What is needed — For the records below, print the lines from the line with "#0003; left:20px; top:20px;" through the line with "0 0 0 0 .09" exactly as written; include both end lines and exclude the rest.

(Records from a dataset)
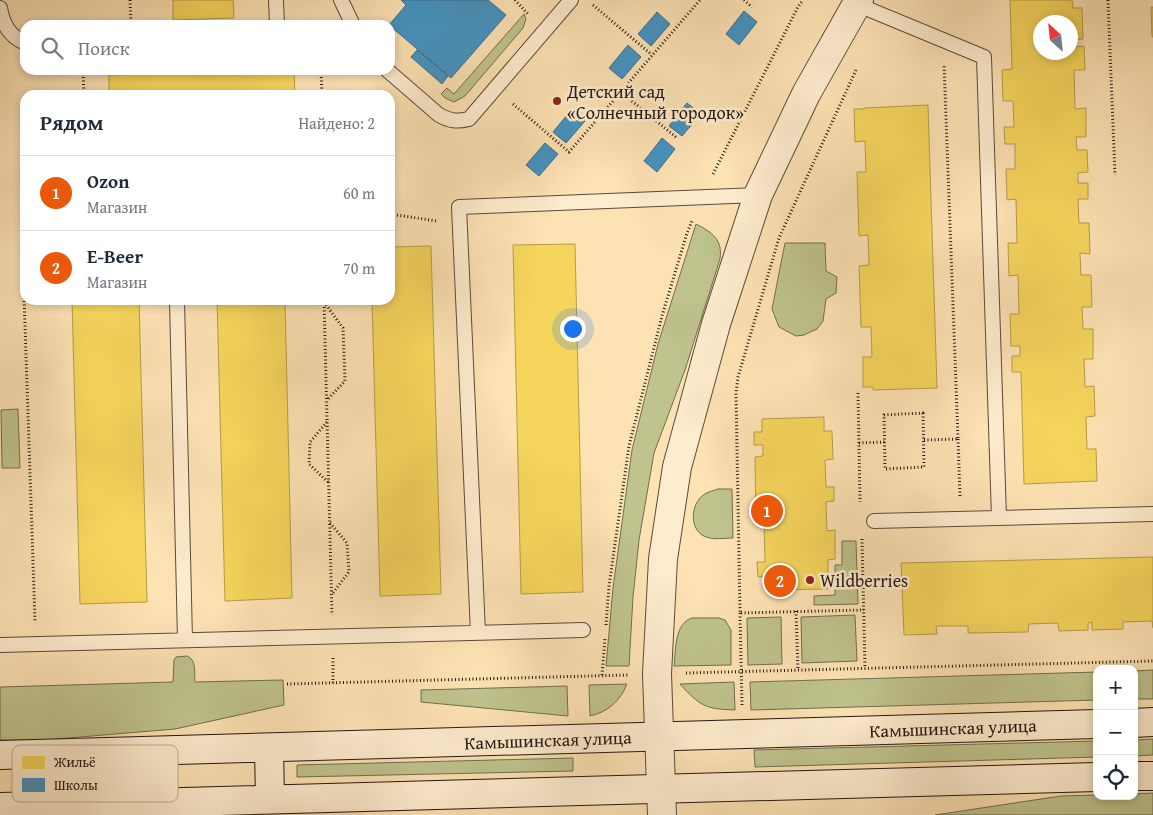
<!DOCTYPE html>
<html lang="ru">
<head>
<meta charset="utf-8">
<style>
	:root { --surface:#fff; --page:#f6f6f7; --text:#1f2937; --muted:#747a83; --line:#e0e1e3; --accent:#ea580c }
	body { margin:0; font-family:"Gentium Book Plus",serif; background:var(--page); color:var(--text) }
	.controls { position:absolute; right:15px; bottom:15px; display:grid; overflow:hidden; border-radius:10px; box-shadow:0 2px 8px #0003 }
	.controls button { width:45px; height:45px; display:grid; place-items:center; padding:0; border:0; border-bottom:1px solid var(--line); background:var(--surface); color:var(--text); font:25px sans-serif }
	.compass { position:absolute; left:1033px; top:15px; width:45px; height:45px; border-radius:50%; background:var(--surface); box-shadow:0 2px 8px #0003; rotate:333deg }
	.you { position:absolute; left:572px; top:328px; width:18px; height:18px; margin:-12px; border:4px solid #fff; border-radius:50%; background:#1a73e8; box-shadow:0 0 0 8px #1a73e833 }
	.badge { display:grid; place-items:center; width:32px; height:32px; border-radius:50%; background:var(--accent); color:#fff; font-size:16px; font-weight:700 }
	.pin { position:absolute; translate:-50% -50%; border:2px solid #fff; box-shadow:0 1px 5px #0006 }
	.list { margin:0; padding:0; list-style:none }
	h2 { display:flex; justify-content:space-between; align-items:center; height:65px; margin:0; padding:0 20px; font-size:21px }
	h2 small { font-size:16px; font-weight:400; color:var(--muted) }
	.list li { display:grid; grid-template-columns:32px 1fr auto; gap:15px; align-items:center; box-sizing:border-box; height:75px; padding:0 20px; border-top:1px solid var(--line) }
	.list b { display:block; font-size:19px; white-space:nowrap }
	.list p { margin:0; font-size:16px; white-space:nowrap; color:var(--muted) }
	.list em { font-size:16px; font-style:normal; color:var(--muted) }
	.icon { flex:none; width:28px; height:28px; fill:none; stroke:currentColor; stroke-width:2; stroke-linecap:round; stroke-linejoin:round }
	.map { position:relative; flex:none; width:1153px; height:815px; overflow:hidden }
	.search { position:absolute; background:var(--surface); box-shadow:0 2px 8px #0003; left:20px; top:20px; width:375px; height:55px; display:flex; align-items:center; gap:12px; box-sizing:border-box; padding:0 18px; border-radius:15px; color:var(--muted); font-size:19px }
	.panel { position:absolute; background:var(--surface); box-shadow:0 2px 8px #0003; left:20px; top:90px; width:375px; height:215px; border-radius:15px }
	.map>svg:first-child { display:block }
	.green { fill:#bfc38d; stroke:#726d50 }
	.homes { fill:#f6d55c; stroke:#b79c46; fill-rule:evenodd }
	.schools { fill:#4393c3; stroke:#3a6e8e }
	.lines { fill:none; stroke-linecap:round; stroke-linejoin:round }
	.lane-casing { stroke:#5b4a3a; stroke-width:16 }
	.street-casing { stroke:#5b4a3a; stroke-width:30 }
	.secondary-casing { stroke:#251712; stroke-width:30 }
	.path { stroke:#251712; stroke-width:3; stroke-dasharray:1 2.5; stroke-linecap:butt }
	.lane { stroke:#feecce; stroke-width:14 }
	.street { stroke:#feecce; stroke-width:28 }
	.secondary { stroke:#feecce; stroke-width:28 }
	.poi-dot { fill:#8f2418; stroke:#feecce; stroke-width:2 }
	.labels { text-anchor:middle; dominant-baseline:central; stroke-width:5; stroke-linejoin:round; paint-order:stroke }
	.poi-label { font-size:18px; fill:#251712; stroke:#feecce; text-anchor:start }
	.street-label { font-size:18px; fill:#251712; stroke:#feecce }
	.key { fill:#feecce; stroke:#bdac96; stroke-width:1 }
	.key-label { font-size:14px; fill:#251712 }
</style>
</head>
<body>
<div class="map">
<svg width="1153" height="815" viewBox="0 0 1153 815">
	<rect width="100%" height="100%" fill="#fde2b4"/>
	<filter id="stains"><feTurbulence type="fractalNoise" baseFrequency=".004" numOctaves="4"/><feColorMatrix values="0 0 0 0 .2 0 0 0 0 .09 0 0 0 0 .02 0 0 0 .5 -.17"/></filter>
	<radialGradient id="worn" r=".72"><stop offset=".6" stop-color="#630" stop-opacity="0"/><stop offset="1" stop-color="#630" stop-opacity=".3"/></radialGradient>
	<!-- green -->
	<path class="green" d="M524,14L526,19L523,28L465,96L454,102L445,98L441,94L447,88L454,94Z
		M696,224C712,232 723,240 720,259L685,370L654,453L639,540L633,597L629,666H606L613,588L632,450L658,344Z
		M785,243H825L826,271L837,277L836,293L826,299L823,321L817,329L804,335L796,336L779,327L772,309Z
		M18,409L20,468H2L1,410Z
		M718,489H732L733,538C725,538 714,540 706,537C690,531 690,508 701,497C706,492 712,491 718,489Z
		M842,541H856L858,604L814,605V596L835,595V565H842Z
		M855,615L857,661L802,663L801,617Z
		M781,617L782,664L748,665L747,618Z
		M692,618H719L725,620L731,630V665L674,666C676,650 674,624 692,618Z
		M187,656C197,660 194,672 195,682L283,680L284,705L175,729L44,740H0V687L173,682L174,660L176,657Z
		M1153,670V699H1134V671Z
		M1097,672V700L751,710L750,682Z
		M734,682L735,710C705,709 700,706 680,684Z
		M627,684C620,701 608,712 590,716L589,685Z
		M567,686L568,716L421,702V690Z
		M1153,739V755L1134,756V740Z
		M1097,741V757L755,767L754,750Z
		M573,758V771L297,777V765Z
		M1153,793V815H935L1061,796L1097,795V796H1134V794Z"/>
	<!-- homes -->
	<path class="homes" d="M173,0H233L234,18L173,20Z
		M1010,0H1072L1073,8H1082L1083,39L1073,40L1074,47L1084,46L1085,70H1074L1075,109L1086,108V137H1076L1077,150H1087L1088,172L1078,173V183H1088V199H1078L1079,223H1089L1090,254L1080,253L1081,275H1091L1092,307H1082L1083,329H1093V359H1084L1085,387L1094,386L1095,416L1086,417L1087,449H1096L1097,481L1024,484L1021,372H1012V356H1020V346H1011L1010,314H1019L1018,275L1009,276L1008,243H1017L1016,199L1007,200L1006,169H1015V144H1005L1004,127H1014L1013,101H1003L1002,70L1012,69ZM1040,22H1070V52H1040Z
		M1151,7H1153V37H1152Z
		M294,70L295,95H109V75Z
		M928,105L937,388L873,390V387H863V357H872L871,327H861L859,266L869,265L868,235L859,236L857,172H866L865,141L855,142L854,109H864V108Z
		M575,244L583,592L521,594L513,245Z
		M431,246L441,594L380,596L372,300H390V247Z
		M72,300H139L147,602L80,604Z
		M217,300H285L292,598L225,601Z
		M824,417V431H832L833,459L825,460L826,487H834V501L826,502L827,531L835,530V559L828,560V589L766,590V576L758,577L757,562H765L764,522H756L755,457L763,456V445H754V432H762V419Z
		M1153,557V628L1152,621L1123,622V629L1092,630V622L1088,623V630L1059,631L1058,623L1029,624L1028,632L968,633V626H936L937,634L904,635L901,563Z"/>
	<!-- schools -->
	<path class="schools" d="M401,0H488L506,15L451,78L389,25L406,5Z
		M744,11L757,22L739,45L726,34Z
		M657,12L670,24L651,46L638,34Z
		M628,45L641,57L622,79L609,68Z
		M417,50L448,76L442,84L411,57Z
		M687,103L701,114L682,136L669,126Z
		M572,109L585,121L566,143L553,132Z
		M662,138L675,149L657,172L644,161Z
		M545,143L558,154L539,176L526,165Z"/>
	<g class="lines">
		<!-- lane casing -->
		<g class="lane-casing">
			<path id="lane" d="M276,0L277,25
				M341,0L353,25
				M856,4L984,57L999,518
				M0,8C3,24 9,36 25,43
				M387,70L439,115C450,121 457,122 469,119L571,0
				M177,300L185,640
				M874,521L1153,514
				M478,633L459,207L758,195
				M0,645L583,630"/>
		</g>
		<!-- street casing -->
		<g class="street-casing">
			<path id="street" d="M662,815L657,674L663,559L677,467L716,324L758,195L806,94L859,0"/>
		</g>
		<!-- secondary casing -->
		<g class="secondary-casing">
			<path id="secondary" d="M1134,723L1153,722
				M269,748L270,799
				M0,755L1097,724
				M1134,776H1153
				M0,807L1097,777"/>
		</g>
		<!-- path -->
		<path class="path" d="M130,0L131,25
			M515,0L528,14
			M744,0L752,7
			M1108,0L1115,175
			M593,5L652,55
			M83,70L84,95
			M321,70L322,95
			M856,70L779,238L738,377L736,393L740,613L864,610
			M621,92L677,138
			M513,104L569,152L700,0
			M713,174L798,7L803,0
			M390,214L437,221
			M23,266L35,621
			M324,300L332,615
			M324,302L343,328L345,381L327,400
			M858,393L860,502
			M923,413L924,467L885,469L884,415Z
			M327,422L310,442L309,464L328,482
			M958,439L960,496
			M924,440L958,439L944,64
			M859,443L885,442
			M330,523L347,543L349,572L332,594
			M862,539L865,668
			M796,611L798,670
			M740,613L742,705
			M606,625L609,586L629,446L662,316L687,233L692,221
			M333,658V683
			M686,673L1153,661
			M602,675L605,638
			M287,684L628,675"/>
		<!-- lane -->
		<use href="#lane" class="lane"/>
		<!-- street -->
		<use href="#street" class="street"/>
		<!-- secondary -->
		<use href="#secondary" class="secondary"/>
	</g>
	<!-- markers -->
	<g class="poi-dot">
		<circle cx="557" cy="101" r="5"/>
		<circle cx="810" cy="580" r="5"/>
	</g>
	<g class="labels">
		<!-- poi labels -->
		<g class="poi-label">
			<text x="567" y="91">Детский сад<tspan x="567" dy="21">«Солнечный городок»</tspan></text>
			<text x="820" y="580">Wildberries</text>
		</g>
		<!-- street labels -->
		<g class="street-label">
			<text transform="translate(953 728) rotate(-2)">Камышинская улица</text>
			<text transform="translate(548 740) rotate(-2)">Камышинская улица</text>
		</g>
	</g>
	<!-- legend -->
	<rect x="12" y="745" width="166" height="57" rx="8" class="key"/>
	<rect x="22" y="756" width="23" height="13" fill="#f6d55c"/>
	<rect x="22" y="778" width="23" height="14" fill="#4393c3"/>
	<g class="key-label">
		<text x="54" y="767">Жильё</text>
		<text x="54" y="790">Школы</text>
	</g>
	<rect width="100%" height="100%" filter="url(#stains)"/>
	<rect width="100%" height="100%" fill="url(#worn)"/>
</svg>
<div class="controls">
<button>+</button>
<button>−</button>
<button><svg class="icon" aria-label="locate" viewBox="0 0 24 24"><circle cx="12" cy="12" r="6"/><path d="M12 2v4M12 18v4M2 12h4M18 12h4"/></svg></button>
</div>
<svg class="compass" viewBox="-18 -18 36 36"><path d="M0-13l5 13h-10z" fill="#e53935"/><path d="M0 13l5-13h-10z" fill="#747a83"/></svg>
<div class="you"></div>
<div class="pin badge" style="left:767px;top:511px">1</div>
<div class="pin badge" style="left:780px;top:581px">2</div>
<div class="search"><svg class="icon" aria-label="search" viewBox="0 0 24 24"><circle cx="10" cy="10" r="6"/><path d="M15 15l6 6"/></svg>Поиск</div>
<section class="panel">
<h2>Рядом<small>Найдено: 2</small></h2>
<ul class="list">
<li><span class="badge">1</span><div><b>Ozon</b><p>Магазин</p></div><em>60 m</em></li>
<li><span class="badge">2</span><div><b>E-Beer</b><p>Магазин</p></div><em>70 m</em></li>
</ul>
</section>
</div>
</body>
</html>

Output for this task —
	.search { position:absolute; background:var(--surface); box-shadow:0 2px 8px #0003; left:20px; top:20px; width:375px; height:55px; display:flex; align-items:center; gap:12px; box-sizing:border-box; padding:0 18px; border-radius:15px; color:var(--muted); font-size:19px }
	.panel { position:absolute; background:var(--surface); box-shadow:0 2px 8px #0003; left:20px; top:90px; width:375px; height:215px; border-radius:15px }
	.map>svg:first-child { display:block }
	.green { fill:#bfc38d; stroke:#726d50 }
	.homes { fill:#f6d55c; stroke:#b79c46; fill-rule:evenodd }
	.schools { fill:#4393c3; stroke:#3a6e8e }
	.lines { fill:none; stroke-linecap:round; stroke-linejoin:round }
	.lane-casing { stroke:#5b4a3a; stroke-width:16 }
	.street-casing { stroke:#5b4a3a; stroke-width:30 }
	.secondary-casing { stroke:#251712; stroke-width:30 }
	.path { stroke:#251712; stroke-width:3; stroke-dasharray:1 2.5; stroke-linecap:butt }
	.lane { stroke:#feecce; stroke-width:14 }
	.street { stroke:#feecce; stroke-width:28 }
	.secondary { stroke:#feecce; stroke-width:28 }
	.poi-dot { fill:#8f2418; stroke:#feecce; stroke-width:2 }
	.labels { text-anchor:middle; dominant-baseline:central; stroke-width:5; stroke-linejoin:round; paint-order:stroke }
	.poi-label { font-size:18px; fill:#251712; stroke:#feecce; text-anchor:start }
	.street-label { font-size:18px; fill:#251712; stroke:#feecce }
	.key { fill:#feecce; stroke:#bdac96; stroke-width:1 }
	.key-label { font-size:14px; fill:#251712 }
</style>
</head>
<body>
<div class="map">
<svg width="1153" height="815" viewBox="0 0 1153 815">
	<rect width="100%" height="100%" fill="#fde2b4"/>
	<filter id="stains"><feTurbulence type="fractalNoise" baseFrequency=".004" numOctaves="4"/><feColorMatrix values="0 0 0 0 .2 0 0 0 0 .09 0 0 0 0 .02 0 0 0 .5 -.17"/></filter>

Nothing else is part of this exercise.